TASK DESCRIPTION:
Transcribe the records below exactly, from their first line through the line containing "function drawText(font, color, halo, rows, align". Omit every line after it.

EXTRACTED MATERIAL:
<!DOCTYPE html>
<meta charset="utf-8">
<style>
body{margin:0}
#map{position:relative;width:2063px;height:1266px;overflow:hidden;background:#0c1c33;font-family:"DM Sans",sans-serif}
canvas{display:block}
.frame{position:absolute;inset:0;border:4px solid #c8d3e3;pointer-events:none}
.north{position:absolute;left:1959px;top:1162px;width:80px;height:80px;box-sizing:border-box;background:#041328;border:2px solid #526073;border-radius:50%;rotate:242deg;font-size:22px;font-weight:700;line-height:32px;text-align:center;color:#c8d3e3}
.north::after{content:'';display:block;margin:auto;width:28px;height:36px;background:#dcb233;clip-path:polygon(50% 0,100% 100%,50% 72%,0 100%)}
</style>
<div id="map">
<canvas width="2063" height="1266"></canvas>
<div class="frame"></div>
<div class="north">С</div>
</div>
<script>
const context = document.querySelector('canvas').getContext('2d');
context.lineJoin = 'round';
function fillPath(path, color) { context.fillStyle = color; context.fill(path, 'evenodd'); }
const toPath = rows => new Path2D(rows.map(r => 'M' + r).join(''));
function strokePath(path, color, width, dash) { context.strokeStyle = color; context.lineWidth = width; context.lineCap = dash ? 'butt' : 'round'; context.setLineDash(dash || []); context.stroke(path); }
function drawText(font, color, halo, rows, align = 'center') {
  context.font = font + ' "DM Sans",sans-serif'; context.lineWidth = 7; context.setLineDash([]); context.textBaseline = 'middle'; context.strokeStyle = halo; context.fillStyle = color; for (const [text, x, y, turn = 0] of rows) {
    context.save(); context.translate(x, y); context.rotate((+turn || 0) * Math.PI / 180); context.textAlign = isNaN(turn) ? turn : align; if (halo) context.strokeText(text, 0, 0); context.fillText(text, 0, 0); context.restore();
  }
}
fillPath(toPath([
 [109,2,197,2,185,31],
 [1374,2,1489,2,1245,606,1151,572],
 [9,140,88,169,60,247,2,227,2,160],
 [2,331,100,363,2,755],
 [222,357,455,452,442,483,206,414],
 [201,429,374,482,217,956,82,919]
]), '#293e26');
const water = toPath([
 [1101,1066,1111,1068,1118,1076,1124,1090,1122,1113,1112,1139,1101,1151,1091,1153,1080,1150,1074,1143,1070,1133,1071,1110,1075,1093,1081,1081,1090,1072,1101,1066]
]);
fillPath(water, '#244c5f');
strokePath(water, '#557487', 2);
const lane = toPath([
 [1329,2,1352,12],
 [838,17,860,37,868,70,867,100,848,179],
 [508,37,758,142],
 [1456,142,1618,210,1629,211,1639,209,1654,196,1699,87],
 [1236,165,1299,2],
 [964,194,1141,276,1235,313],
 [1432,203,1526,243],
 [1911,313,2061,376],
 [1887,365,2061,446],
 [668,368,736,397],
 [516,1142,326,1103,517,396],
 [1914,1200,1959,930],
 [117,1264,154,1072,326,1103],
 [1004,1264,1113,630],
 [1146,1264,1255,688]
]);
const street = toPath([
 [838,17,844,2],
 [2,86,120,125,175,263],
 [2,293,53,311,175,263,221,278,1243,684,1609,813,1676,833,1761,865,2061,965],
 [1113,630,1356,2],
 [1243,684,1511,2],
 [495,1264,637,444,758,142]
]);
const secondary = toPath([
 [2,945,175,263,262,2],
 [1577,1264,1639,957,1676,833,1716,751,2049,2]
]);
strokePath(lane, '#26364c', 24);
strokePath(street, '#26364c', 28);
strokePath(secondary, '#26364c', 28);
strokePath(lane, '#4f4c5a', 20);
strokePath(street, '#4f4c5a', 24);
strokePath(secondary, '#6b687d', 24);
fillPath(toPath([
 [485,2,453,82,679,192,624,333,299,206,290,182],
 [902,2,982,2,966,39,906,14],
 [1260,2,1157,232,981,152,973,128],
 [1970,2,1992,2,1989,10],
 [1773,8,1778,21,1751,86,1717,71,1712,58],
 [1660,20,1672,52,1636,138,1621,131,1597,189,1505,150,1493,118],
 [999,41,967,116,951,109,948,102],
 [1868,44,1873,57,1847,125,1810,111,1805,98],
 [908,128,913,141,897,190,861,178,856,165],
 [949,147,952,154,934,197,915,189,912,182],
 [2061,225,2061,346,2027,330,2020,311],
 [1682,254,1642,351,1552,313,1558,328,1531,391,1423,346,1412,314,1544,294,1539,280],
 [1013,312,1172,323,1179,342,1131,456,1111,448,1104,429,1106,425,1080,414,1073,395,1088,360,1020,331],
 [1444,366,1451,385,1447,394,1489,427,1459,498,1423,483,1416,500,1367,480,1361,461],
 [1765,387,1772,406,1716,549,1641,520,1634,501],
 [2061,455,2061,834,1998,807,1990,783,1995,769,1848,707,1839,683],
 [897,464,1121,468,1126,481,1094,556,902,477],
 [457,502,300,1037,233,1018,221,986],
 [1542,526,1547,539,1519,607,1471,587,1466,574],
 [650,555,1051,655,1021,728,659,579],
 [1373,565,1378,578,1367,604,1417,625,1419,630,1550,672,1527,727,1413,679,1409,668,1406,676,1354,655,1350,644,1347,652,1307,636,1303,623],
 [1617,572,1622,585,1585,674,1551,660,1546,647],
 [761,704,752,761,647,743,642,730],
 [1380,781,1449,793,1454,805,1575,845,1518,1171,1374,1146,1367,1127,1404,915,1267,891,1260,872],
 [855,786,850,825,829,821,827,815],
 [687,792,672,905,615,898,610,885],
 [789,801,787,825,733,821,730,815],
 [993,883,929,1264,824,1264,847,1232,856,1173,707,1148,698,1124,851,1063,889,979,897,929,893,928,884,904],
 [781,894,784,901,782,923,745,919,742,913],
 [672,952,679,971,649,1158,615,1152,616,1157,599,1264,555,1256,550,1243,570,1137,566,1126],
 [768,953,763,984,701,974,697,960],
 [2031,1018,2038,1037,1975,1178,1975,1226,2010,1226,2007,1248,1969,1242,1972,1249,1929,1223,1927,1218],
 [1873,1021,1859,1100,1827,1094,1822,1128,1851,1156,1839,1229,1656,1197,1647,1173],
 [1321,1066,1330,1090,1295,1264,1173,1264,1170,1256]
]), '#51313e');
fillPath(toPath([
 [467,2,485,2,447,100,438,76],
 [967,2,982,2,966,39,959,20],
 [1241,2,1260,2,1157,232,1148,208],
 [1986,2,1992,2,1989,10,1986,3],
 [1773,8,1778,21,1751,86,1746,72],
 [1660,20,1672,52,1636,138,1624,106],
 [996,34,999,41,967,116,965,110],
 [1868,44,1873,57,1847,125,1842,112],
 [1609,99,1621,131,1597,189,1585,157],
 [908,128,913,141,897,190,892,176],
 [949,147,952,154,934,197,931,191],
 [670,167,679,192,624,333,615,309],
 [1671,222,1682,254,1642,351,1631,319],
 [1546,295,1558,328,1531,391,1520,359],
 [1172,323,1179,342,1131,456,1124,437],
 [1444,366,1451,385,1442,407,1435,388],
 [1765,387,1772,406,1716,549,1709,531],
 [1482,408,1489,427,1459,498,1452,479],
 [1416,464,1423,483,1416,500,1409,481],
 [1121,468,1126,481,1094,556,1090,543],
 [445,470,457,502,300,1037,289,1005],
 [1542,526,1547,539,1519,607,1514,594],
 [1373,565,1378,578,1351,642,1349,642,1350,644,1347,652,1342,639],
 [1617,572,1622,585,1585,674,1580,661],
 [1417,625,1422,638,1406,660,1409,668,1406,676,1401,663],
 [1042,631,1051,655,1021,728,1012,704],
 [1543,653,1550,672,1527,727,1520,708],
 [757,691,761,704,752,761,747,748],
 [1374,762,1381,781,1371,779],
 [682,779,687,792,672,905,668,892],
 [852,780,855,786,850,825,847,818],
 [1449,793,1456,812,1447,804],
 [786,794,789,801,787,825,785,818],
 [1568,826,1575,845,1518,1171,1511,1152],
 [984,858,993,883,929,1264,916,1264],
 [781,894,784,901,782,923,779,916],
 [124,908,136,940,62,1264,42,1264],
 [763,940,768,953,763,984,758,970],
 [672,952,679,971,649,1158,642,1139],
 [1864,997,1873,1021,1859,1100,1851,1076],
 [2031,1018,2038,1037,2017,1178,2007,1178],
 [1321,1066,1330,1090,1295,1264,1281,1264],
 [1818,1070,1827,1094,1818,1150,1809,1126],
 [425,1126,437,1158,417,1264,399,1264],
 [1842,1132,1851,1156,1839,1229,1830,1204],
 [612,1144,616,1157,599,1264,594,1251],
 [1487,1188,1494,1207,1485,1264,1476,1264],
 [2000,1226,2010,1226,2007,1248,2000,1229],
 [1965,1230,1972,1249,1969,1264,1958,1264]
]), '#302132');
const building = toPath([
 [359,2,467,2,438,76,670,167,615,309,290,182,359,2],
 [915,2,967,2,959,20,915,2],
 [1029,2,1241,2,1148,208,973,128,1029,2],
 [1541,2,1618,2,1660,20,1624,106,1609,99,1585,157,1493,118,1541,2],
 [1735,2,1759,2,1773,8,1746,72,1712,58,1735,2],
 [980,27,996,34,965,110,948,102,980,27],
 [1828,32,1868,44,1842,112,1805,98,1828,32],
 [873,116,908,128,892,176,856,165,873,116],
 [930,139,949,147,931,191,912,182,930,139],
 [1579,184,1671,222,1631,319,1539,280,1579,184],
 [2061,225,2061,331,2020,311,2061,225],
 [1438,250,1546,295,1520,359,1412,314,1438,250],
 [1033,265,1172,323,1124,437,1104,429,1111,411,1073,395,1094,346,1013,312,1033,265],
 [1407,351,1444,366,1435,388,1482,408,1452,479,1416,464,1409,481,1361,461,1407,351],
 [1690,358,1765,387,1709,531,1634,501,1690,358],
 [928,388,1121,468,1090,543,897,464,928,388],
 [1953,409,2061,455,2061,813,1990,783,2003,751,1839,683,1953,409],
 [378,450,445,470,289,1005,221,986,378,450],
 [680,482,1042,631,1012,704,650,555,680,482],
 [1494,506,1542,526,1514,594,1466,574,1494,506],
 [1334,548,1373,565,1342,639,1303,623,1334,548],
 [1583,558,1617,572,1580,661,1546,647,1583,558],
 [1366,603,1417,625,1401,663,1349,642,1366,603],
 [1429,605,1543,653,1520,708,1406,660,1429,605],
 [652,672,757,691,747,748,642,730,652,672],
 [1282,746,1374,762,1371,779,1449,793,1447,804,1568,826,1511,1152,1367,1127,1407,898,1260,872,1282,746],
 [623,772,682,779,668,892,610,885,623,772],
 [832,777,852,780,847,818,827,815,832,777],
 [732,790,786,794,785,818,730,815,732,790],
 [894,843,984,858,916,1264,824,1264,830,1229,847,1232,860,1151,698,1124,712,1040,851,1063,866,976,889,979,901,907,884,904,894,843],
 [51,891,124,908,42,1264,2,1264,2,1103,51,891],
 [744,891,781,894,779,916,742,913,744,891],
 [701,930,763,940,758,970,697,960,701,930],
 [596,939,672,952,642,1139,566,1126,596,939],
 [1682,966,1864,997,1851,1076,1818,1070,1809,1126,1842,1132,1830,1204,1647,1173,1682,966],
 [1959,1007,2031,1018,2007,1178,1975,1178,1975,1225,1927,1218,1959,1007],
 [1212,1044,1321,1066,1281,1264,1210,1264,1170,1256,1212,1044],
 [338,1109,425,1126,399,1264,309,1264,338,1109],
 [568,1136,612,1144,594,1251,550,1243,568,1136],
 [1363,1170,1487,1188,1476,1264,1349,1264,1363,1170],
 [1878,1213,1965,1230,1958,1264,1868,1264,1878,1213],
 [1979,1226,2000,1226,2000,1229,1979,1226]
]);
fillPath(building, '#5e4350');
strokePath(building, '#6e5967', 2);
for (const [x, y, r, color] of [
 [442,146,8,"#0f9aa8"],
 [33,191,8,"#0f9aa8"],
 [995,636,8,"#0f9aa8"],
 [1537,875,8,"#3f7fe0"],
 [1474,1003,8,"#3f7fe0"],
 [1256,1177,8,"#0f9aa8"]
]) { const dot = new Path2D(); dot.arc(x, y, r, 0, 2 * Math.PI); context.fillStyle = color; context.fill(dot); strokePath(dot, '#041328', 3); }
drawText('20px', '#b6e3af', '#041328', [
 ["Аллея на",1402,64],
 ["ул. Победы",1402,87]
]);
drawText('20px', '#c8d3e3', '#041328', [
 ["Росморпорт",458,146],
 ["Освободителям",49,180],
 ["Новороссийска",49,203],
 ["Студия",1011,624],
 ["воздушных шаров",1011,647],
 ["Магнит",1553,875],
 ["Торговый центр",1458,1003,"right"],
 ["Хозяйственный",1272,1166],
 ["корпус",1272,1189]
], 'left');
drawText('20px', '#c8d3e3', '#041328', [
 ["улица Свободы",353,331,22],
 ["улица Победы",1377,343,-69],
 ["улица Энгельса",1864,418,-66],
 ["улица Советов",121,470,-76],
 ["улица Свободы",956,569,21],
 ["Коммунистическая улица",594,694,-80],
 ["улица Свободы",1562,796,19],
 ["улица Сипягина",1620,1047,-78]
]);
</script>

FINAL ANSWER:
<!DOCTYPE html>
<meta charset="utf-8">
<style>
body{margin:0}
#map{position:relative;width:2063px;height:1266px;overflow:hidden;background:#0c1c33;font-family:"DM Sans",sans-serif}
canvas{display:block}
.frame{position:absolute;inset:0;border:4px solid #c8d3e3;pointer-events:none}
.north{position:absolute;left:1959px;top:1162px;width:80px;height:80px;box-sizing:border-box;background:#041328;border:2px solid #526073;border-radius:50%;rotate:242deg;font-size:22px;font-weight:700;line-height:32px;text-align:center;color:#c8d3e3}
.north::after{content:'';display:block;margin:auto;width:28px;height:36px;background:#dcb233;clip-path:polygon(50% 0,100% 100%,50% 72%,0 100%)}
</style>
<div id="map">
<canvas width="2063" height="1266"></canvas>
<div class="frame"></div>
<div class="north">С</div>
</div>
<script>
const context = document.querySelector('canvas').getContext('2d');
context.lineJoin = 'round';
function fillPath(path, color) { context.fillStyle = color; context.fill(path, 'evenodd'); }
const toPath = rows => new Path2D(rows.map(r => 'M' + r).join(''));
function strokePath(path, color, width, dash) { context.strokeStyle = color; context.lineWidth = width; context.lineCap = dash ? 'butt' : 'round'; context.setLineDash(dash || []); context.stroke(path); }
function drawText(font, color, halo, rows, align = 'center') {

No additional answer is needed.